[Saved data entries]
====
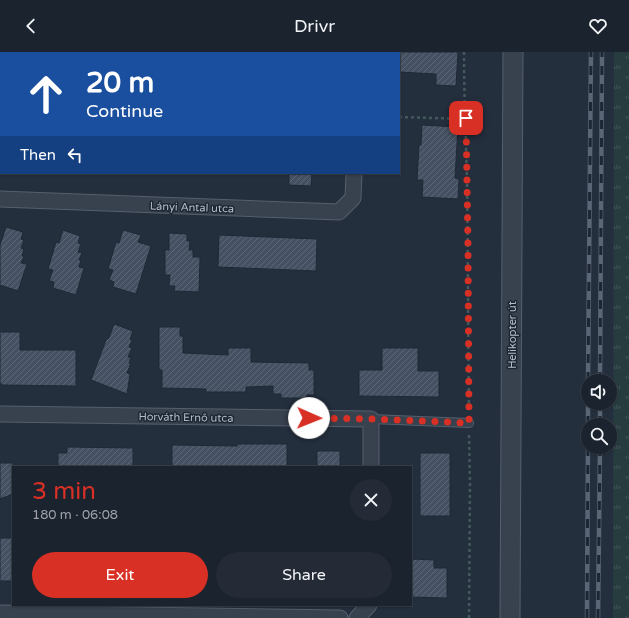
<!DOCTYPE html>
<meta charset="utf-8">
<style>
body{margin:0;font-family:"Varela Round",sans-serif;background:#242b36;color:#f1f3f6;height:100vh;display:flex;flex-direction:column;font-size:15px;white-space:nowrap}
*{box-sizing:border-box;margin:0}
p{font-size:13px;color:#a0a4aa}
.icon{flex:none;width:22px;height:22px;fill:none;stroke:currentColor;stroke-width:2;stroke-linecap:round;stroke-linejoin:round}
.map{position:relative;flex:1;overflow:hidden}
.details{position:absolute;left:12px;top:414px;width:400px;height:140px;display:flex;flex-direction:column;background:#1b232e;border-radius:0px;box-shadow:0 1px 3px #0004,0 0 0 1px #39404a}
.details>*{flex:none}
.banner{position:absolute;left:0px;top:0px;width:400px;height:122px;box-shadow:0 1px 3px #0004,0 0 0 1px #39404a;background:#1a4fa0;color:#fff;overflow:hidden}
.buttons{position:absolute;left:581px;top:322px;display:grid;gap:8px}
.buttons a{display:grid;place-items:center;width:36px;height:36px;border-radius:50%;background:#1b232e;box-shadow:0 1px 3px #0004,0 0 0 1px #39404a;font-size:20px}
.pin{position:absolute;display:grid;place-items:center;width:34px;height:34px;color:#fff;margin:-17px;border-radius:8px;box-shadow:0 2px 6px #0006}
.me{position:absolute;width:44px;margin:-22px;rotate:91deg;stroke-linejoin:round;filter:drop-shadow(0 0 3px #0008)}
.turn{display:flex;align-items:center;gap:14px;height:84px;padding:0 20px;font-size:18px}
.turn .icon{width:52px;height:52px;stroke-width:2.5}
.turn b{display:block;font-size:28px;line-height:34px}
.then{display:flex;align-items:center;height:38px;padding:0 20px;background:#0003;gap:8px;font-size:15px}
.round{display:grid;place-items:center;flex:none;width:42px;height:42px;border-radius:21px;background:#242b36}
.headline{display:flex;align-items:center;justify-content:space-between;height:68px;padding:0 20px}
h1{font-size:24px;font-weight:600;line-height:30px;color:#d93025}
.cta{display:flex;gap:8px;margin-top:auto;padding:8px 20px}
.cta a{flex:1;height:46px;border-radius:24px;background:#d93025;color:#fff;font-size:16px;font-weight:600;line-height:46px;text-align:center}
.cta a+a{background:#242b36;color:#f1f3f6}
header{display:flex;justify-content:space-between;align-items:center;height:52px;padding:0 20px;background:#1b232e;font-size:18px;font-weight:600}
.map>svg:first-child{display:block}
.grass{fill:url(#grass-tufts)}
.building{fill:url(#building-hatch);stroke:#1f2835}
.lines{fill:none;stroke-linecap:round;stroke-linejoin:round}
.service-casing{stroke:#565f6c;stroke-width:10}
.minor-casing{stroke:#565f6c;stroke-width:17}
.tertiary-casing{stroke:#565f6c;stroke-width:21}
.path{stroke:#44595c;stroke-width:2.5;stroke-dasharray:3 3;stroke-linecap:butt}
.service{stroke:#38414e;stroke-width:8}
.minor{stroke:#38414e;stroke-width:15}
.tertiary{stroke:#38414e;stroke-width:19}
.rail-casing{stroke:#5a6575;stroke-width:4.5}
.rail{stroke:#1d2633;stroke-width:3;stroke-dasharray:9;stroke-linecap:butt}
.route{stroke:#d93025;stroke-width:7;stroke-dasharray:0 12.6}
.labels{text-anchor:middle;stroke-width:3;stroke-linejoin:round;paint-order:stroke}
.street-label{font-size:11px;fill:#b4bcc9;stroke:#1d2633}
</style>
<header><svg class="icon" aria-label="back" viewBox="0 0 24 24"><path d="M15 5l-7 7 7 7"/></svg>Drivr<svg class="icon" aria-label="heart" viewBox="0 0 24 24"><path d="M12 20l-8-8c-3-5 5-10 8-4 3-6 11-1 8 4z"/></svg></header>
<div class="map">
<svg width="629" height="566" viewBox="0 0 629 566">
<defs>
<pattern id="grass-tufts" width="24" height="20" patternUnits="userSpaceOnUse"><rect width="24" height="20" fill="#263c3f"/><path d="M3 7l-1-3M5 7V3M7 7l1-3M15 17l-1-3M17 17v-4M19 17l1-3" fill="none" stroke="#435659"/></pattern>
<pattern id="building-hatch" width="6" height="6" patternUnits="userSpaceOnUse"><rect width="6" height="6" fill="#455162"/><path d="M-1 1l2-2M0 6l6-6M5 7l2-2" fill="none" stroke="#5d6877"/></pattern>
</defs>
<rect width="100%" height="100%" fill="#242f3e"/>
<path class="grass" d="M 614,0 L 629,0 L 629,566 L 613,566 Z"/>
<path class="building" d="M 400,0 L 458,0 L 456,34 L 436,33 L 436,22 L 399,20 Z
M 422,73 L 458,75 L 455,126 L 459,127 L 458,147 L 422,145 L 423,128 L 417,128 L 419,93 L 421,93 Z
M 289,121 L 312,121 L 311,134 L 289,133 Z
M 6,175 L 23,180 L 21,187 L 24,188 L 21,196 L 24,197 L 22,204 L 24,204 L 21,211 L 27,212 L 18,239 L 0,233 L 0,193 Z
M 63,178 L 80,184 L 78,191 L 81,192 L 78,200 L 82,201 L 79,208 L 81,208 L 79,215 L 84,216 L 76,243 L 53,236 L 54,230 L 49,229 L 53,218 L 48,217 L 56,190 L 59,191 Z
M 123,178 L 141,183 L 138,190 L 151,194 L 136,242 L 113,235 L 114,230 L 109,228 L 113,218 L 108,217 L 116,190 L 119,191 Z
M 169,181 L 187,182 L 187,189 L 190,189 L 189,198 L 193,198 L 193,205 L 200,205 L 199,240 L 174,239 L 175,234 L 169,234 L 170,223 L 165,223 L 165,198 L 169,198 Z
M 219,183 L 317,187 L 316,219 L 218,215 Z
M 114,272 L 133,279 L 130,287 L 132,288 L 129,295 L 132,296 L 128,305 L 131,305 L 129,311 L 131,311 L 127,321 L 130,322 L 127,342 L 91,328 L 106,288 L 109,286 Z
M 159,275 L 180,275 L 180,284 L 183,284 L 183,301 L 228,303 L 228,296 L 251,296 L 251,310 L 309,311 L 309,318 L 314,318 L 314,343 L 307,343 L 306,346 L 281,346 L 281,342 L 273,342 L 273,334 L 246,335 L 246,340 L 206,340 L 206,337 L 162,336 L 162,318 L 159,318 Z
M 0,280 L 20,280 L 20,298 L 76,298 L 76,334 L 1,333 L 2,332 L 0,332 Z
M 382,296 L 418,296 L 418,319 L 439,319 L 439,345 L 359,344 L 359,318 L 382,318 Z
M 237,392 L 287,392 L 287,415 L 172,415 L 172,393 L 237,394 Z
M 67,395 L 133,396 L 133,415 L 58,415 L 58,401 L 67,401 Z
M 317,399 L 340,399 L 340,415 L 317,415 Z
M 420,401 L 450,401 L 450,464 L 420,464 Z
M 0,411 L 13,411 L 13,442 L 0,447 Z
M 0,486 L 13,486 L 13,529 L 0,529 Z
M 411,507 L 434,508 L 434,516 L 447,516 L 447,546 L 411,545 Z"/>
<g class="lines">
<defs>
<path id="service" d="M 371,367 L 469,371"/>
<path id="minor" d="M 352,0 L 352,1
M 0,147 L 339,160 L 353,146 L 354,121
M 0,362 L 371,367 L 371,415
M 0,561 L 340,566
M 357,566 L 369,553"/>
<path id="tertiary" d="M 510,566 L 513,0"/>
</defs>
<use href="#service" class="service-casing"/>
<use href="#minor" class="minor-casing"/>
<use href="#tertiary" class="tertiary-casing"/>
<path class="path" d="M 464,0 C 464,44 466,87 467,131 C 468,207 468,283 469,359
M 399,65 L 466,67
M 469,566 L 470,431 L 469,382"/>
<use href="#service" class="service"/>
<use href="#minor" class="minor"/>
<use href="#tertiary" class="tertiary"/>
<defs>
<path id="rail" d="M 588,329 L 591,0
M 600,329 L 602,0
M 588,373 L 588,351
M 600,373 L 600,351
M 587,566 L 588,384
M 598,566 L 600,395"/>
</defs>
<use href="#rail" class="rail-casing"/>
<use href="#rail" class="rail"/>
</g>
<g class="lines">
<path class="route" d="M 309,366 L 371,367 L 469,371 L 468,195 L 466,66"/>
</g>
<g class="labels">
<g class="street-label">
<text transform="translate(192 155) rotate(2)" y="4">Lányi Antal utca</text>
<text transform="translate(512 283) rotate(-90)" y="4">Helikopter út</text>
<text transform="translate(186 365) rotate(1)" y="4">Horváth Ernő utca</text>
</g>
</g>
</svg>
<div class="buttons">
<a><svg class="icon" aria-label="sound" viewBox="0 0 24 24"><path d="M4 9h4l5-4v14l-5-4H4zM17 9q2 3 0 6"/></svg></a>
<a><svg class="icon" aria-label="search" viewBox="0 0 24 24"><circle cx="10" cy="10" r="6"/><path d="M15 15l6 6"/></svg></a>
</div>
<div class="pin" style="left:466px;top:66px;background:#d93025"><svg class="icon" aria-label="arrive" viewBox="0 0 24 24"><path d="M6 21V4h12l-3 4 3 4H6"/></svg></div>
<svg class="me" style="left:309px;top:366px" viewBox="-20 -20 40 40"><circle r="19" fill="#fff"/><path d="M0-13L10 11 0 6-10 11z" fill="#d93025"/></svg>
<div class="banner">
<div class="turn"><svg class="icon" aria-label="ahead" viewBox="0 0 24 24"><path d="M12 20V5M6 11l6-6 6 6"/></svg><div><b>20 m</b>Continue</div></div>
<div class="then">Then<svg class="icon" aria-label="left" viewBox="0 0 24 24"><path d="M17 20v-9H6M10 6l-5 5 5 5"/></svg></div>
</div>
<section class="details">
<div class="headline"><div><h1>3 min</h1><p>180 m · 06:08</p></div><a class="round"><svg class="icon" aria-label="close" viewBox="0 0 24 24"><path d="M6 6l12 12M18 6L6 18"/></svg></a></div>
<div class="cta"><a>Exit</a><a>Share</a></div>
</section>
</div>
====
§ Exercise:
Only one number is wanted: how many lines of the data above include the word "absolute".

§ Answer to this exercise:
5